From these samples, we enumerated microbiomes to test the following four predictions. 1) Independent of whether from land, sea, or stream, environmental samples contain the majority of microbial diversity within the watershed and asymmetrically contribute to the microbiome composition of hosts. 2) Continuous landscape variables such as elevation and precipitation would best predict microbiome compositions among stream and terrestrial habitats. 3) Microbiome composition, regardless of habitat type, would be nested such that environmental microbiomes serve as sources for primary producers followed by consumer microbiomes. We posited that high nestedness values are predictive of a more hospitable matrix where nonhost environments contribute to host patches. In contrast, lower nestedness values and higher modularity would indicate stronger patch effects consistent with high host specificity and a less hospitable matrix. Patch and matrix dynamics are not mutually exclusive, and we predicted that each may act simultaneously to shape microbiome distributions within an entire ecosystem, but their relative contribution to microbiome structure may vary over the landscape, depending upon site-specific environmental conditions. 4) Microbes that inhabit the widest range of habitats, environments, and hosts within our tropical watershed should also be those with the widest geographical distributions globally.

Results and Discussion

Abiotic Substrates as Microbial Diversity Reservoirs.
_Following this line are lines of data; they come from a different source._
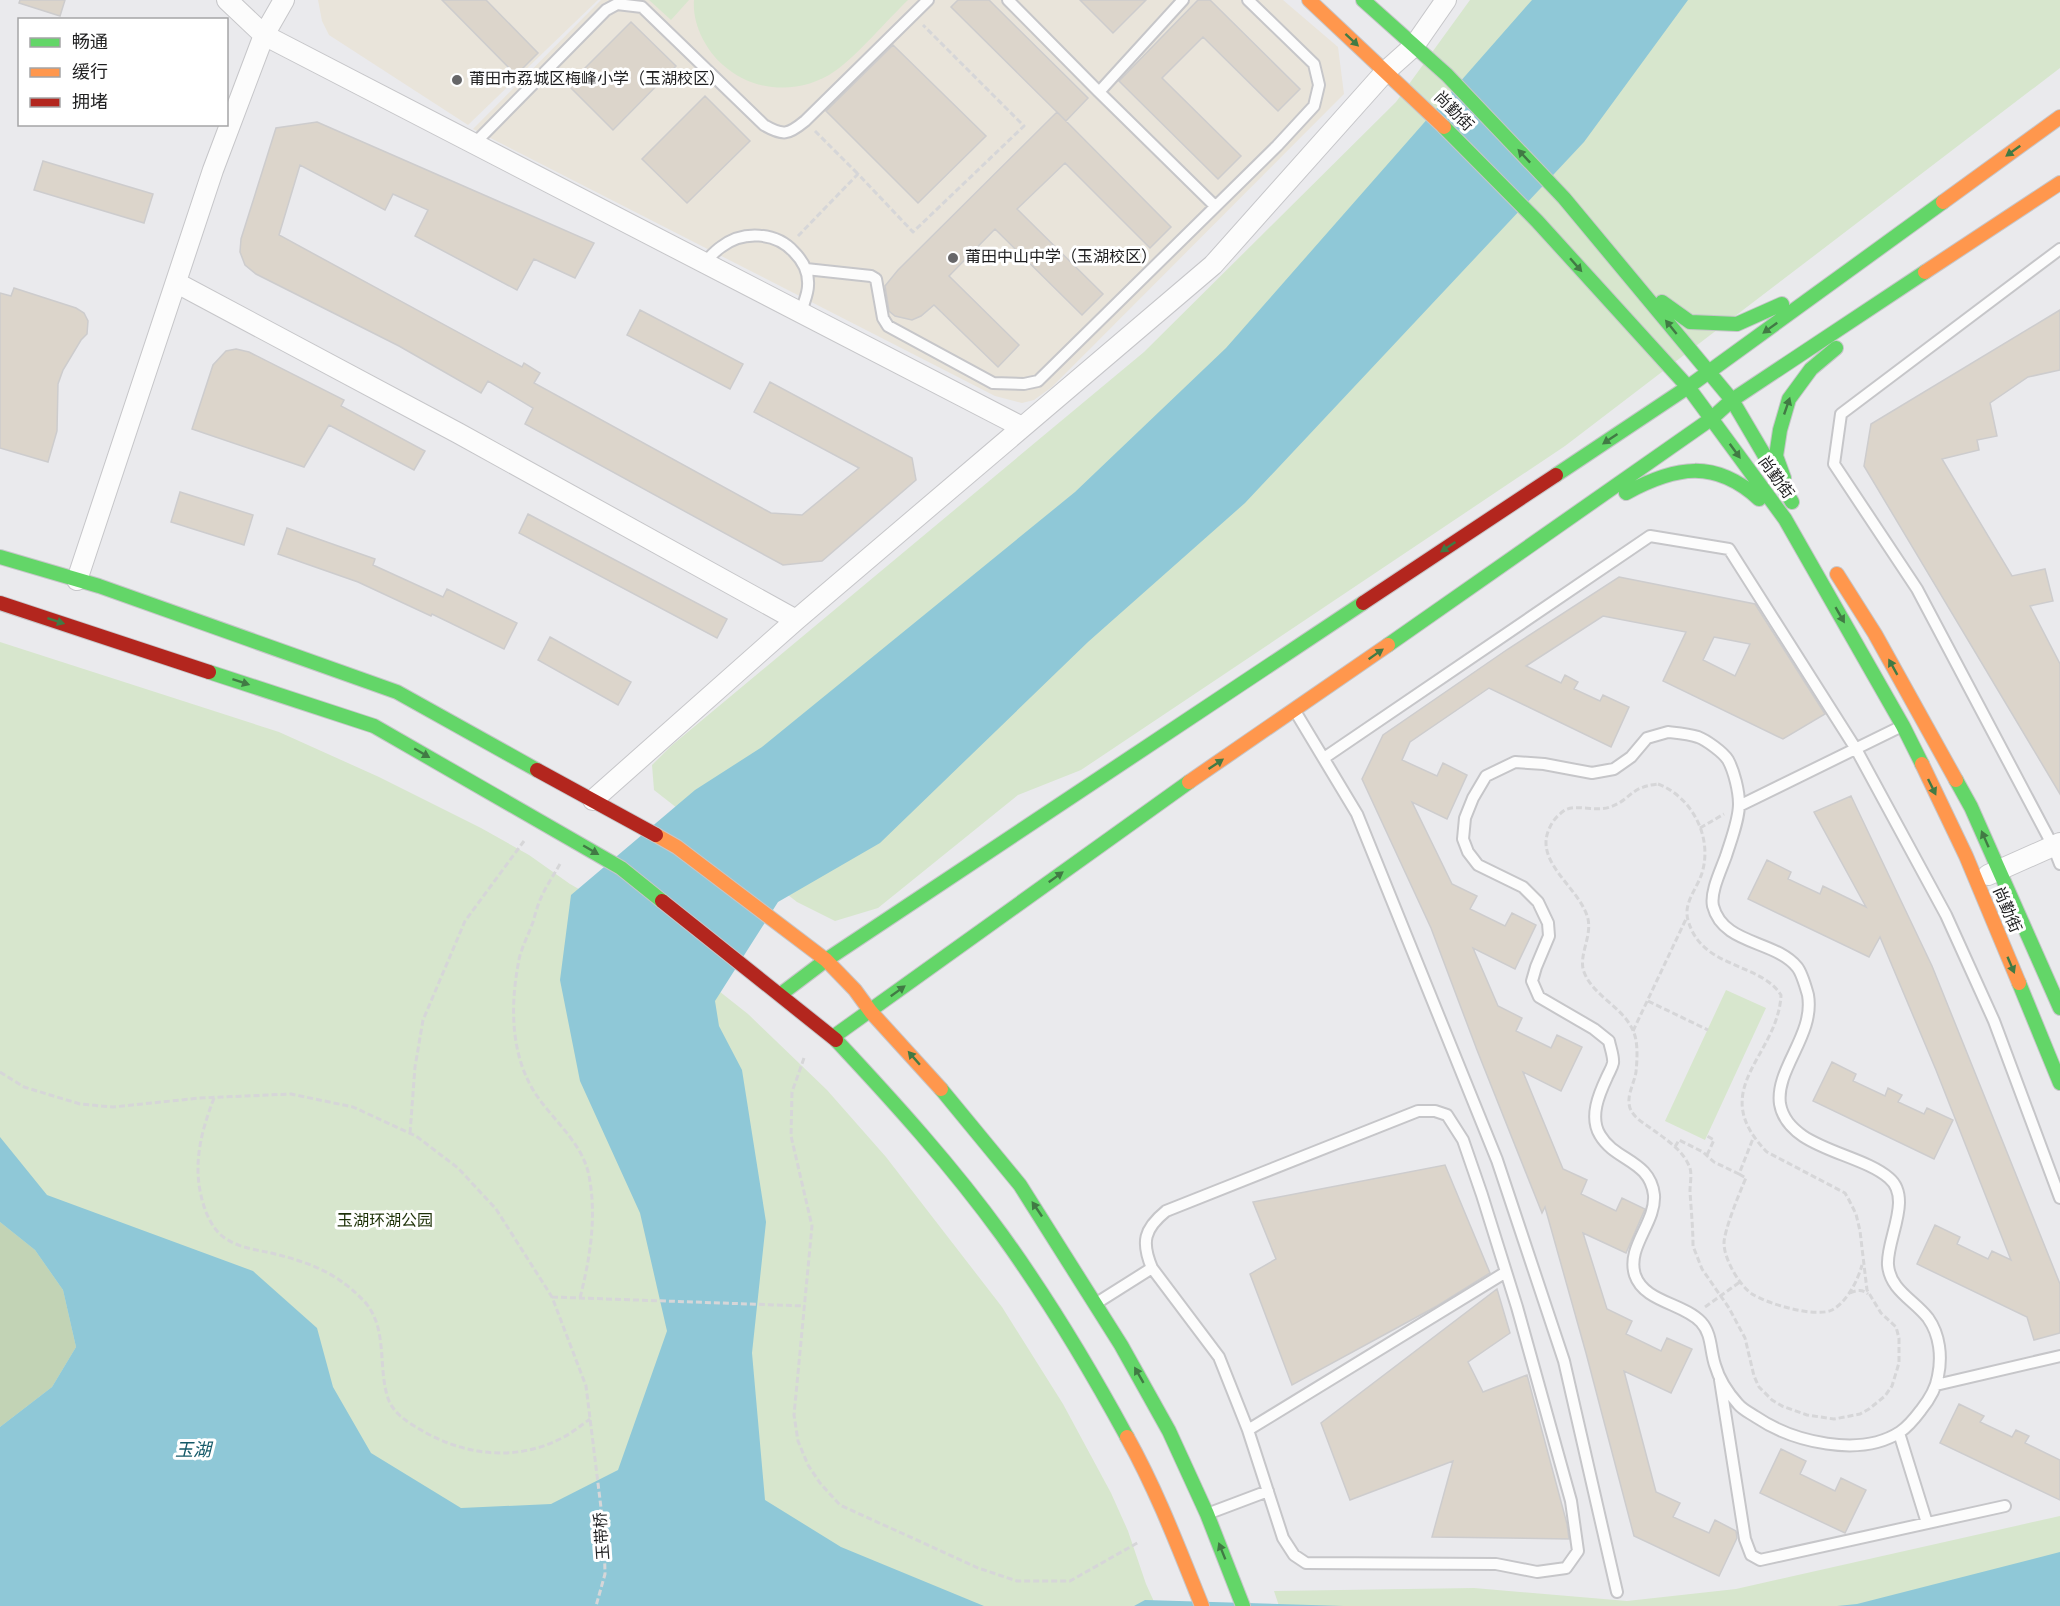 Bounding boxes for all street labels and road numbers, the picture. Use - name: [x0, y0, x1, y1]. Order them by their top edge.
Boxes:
- street label: 尚勤街: [1429, 88, 1477, 136]
- street label: 尚勤街: [1753, 453, 1797, 503]
- street label: 尚勤街: [1987, 884, 2025, 936]
- street label: 玉带桥: [591, 1511, 615, 1561]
Within foodwebs, energy is transferred among trophic levels from producers to apex predators in a largely unidirectional and energy-inefficient manner, such that ∼90% of available energy is lost to entropy between any two levels (27). Analogously, and in support of our first prediction, we find that independent of habitat type, microbial richness decreases predictably from environmental substrates up the trophic hierarchy (Fig. 1). It bears mentioning that microbes are not strictly passed up the food chain via consumption; rather, this is only one of many possible modes of microbial transmission among hosts, including other types of biotic interactions and/or dispersal. Nevertheless, our data demonstrate a strong pattern, tied to foodwebs, that offers a vehicle for understanding microbiome complexity and linkages at the landscape scale.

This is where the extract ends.